==== DATA FOR PROCESSING ====
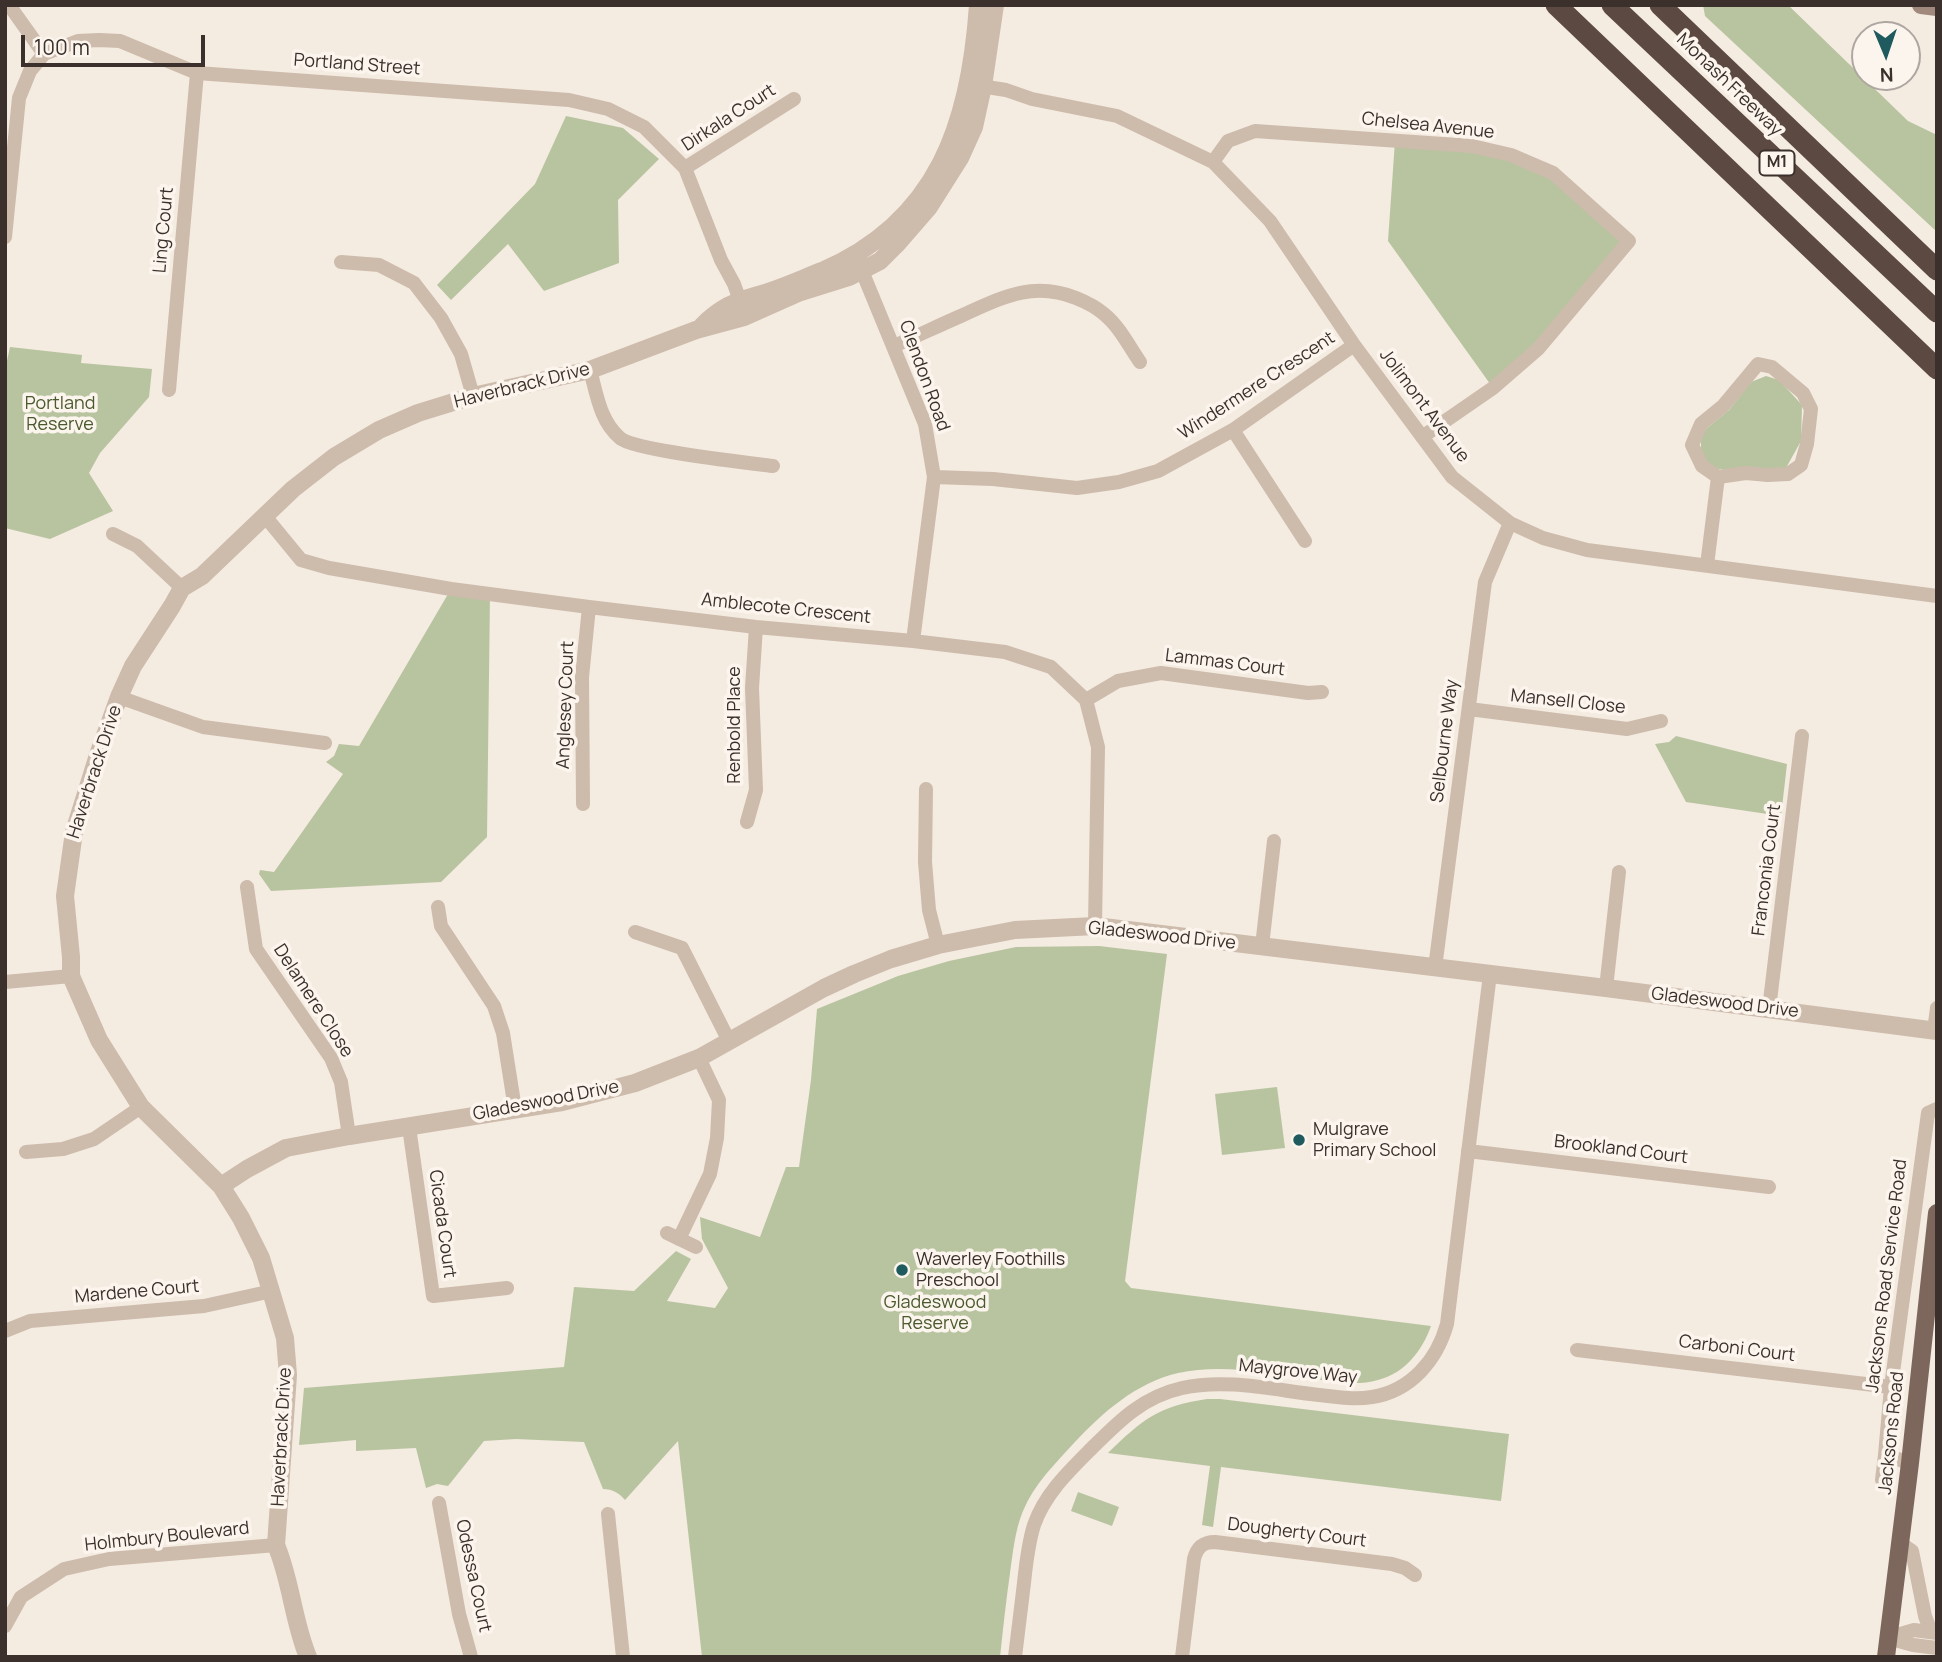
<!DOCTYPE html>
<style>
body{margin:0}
#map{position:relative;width:1942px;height:1662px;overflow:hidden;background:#f4ebe1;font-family:Manrope,sans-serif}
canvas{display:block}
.frame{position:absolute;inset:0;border:7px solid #3b302b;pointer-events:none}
.north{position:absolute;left:1851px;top:21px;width:70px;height:70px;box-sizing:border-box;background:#fbf5ee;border:2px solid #aea6a0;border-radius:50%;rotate:178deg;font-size:19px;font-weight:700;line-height:28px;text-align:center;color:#3b302b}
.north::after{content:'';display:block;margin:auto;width:24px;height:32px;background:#1f5a5e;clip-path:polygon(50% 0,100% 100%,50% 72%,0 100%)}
.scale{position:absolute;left:21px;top:35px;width:184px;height:32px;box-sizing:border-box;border:4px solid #3b302b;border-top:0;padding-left:9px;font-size:21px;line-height:24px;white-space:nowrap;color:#3b302b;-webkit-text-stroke:5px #fbf5ee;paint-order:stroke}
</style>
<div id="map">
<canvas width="1942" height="1662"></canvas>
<div class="frame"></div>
<div class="north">N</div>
<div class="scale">100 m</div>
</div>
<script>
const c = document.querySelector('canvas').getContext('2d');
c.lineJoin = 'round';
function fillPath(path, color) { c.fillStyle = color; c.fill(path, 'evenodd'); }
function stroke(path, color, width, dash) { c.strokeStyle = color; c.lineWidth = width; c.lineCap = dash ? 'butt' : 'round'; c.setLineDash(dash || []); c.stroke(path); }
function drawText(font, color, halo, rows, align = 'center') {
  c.font = font + ' Manrope,sans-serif'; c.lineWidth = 7; c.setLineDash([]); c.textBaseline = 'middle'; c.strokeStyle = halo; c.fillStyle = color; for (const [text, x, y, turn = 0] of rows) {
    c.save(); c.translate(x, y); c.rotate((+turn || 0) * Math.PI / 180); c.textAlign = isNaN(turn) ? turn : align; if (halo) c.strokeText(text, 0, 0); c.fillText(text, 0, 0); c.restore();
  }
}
const green = new Path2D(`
 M 1703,5 L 1788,5 L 1908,121 L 1937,135 L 1937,232 L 1705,16 Z
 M 566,116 L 623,128 L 659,159 L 618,200 L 619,263 L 544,291 L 508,244 L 451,300 L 437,285 L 535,184 Z
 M 1395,141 L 1472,146 L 1553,173 L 1629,241 L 1493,388 L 1388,241 Z
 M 10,347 L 82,355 L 81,363 L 152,369 L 149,397 L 100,453 L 89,473 L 113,511 L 50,539 L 5,528 L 5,370 Z
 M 1766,376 L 1779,380 L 1802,405 L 1801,441 L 1786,468 L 1727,470 L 1711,468 L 1701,453 L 1701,439 L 1706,429 L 1729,410 L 1751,382 Z
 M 451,589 L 490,594 L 487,837 L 441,882 L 271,891 L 259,874 L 260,870 L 274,872 L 343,774 L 326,762 L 334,756 L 339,744 L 359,746 Z
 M 1676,736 L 1787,764 L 1781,816 L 1686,802 L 1655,744 L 1669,742 Z
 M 1099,946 L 1167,954 L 1125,1281 L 1131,1288 L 1431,1326 C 1422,1351 1405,1373 1378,1380 C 1357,1386 1336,1382 1315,1379 C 1270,1374 1223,1363 1178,1373 C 1136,1383 1103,1412 1074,1443 C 1055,1464 1034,1484 1023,1511 C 1015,1530 1013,1552 1010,1573 C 1006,1601 1003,1629 1000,1657 L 702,1657 L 678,1441 L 625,1500 C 619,1493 613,1489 603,1489 L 584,1442 L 516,1439 L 484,1441 L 448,1486 L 437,1484 L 426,1488 L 416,1448 L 356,1451 L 356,1440 L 299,1445 L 304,1388 L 564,1367 L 574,1287 L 634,1291 L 676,1251 L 691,1259 L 667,1301 L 715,1308 L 728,1288 L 702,1239 L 700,1217 L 760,1237 L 786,1167 L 799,1167 L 811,1080 L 817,1009 L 898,976 L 949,961 L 1016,947 Z
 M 1277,1087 L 1285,1148 L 1222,1155 L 1215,1094 Z
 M 1207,1399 L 1220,1399 L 1509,1434 L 1501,1501 L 1221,1467 L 1213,1527 L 1202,1525 L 1210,1466 L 1108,1453 C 1142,1420 1158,1406 1207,1399 Z
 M 1078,1492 L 1119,1507 L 1112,1526 L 1071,1511 Z`);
const minor = new Path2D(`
 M 9,5 L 44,54
 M 974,85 L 1006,90 L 1032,99 L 1117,116 L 1213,162 L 1270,221 L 1354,345 L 1452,477 L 1510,523 L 1543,538 L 1587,550 L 1937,596
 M 1213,162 L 1228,141 L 1255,131 L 1472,146 L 1511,155 L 1553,173 L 1629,241 L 1538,349 L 1493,388 L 1422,437
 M 685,168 L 794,99
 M 5,237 L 19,98 L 30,71 L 44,54 L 78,41 L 99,40 L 120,41 L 197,73 L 569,100 L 608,109 L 644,127 L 685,168 L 721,260 L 734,284 L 743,309
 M 341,262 L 379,265 L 414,283 L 441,318 L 461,354 L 473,396
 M 857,263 L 862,271 L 925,424 L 934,477 L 913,641
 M 894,346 C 917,336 940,325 963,315 C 1003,297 1033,281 1076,298 C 1086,302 1096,307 1104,314 C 1119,326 1129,346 1140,362
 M 1758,364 L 1772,367 L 1803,393 L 1811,409 L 1807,444 L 1801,465 L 1788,474 L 1768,475 L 1746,473 L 1718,477 L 1702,466 L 1692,445 L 1701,424 L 1723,406 Z
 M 590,370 C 597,395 600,421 620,438 C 633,450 749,463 773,466
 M 169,390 L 197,73
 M 1233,430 L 1305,541
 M 934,477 L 993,479 L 1077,488 L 1119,482 L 1158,471 L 1233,430 L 1354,345
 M 264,515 L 301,560 L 329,568 L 451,589 L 589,607 L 756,627 L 913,641 L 1005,652 L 1051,667 L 1086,700 L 1098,747 L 1095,926
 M 113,534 L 137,546 L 182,588
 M 1707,565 L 1718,477
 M 119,697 L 203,727 L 325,743
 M 1086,700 L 1118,681 L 1161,673 L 1308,693 L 1322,692
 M 1469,709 L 1627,729 L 1661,721
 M 926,789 L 925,862 L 929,910 L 938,945
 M 583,804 L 582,677 L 589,607
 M 747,822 L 756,790 L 752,688 L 756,627
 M 247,887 L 256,949 L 331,1058 L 341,1082 L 349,1136
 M 438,907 L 441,926 L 494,1006 L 503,1033 L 515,1109
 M 635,932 L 682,948 L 729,1041
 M 1262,946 L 1274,841
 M 1435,968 L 1485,582 L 1510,523
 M 5,982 L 71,976
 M 1606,988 L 1619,872
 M 1769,1009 L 1802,736
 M 1934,1031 L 1937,1008
 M 409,1127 L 433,1296 L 507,1288
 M 1468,1151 L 1769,1187
 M 26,1152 L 63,1149 L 94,1139 L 141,1107
 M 667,1233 L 696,1247
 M 679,1239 L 710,1174 L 717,1138 L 719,1100 L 699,1058
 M 5,1331 L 30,1321 L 204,1306 L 272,1291
 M 1577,1350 L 1891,1387
 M 1910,1463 L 1885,1455 L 1891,1387 L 1928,1113 L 1937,1109
 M 1882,1480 L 1885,1455
 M 439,1503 L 459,1614 L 471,1657
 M 608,1514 L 623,1657
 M 1900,1543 L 1912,1551 L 1925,1616 L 1931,1632
 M 5,1626 L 21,1597 L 64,1569 L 109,1559 L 276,1545
 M 1890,1637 L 1914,1630 L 1937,1633
 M 1888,1638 L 1913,1645 L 1937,1648
 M 1015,1657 C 1018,1632 1021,1607 1024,1583 C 1026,1564 1028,1544 1034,1525 C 1045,1494 1068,1472 1091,1449 C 1118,1422 1142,1397 1182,1388 C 1226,1378 1274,1390 1319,1395 C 1336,1397 1354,1400 1372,1397 C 1411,1391 1437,1360 1447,1324 L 1490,974
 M 1182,1657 L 1194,1559 C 1197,1547 1203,1542 1215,1542 L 1392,1564 L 1405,1568 L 1415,1575`);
const tertiary = new Path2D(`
 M 702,326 C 708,320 715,314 723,309 C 736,300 753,297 768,292 C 786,286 804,278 822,271 C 939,221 970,122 978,5
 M 221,1186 L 247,1169 L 286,1148 L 349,1136 L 562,1102 L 635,1083 L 699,1058 L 824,988 L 854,974 L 891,959 L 938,945 L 1015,930 L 1095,926 L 1606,988 L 1937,1031
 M 308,1657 C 293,1621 291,1580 276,1545 L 288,1375 L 285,1338 L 261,1258 L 241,1218 L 221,1186 L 141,1107 L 99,1040 L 71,976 L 71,957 L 65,896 L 74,832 L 99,752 L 119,697 L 133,666 L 172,606 L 182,588 L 202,576 L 293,489 L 334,457 L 379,430 L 418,413 L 473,396 L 590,370 L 696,330 L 744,317 L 798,293 L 849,277 L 880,261 L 896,245 L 929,207 L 960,158 L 974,127 L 983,86 L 995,5`);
const secondary = new Path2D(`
 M 1921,5 L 1937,7`);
const primary = new Path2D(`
 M 1886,1657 L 1910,1463 L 1937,1213`);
const motorway = new Path2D(`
 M 1556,5 L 1937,369
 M 1612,5 L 1937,312
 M 1660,5 L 1937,270`);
const markers = [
 [1299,1140,7,"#1f5a5e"],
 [902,1270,7,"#1f5a5e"]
];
const shields = [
 [1777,163,35]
];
const shieldNames = [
 ["M1",1777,163]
];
const streetNames = [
 ["Portland Street",357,65,4],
 ["Monash Freeway",1729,85,44],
 ["Dirkala Court",729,118,-33],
 ["Chelsea Avenue",1428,126,6],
 ["Ling Court",164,230,-85],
 ["Clendon Road",924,376,70],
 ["Haverbrack Drive",522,386,-14],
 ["Windermere Crescent",1257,386,-33],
 ["Jolimont Avenue",1424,406,53],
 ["Amblecote Crescent",786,609,6],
 ["Lammas Court",1225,663,7],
 ["Mansell Close",1568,702,6],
 ["Anglesey Court",566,705,-88],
 ["Renbold Place",735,725,-90],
 ["Selbourne Way",1445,741,-83],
 ["Haverbrack Drive",95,772,-72],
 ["Franconia Court",1767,870,-83],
 ["Gladeswood Drive",1162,936,6],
 ["Delamere Close",313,1001,57],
 ["Gladeswood Drive",1725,1003,7],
 ["Gladeswood Drive",546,1101,-11],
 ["Brookland Court",1621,1150,7],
 ["Cicada Court",442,1224,82],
 ["Jacksons Road Service Road",1887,1276,-83],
 ["Mardene Court",137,1292,-5],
 ["Carboni Court",1737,1349,7],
 ["Maygrove Way",1298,1372,6],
 ["Jacksons Road",1892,1433,-84],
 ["Haverbrack Drive",282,1437,-87],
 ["Dougherty Court",1297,1533,7],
 ["Holmbury Boulevard",167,1537,-6],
 ["Odessa Court",473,1576,78]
];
const parkNames = [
 ["Portland",60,404],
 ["Reserve",60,425],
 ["Gladeswood",935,1303],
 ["Reserve",935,1324]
];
const poiNames = [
 ["Mulgrave",1313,1130],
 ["Primary School",1313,1151],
 ["Waverley Foothills",916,1260],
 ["Preschool",916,1281]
];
fillPath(green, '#b8c4a0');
stroke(minor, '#cdbbac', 14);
stroke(tertiary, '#cdbbac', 18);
stroke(secondary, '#a18a7d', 18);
stroke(primary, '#7d675c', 18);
stroke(motorway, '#5c4a42', 21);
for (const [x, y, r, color] of markers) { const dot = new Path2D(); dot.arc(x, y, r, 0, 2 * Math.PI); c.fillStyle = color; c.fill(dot); stroke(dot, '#fbf5ee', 2.5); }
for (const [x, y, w] of shields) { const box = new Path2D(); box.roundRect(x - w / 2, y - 12.5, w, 25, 5); c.fillStyle = '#fbf5ee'; c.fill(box); stroke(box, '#3b302b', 2); }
drawText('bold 16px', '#3b302b', null, shieldNames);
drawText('18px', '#3b302b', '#fbf5ee', streetNames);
drawText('18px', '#4a5a2e', '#fbf5ee', parkNames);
drawText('18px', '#3b302b', '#fbf5ee', poiNames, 'left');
</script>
====
# TASK STATEMENT
Within the material, find all lines that hold the word "Math" and show them.

# SOLUTION TO THIS EXERCISE
    c.save(); c.translate(x, y); c.rotate((+turn || 0) * Math.PI / 180); c.textAlign = isNaN(turn) ? turn : align; if (halo) c.strokeText(text, 0, 0); c.fillText(text, 0, 0); c.restore();
for (const [x, y, r, color] of markers) { const dot = new Path2D(); dot.arc(x, y, r, 0, 2 * Math.PI); c.fillStyle = color; c.fill(dot); stroke(dot, '#fbf5ee', 2.5); }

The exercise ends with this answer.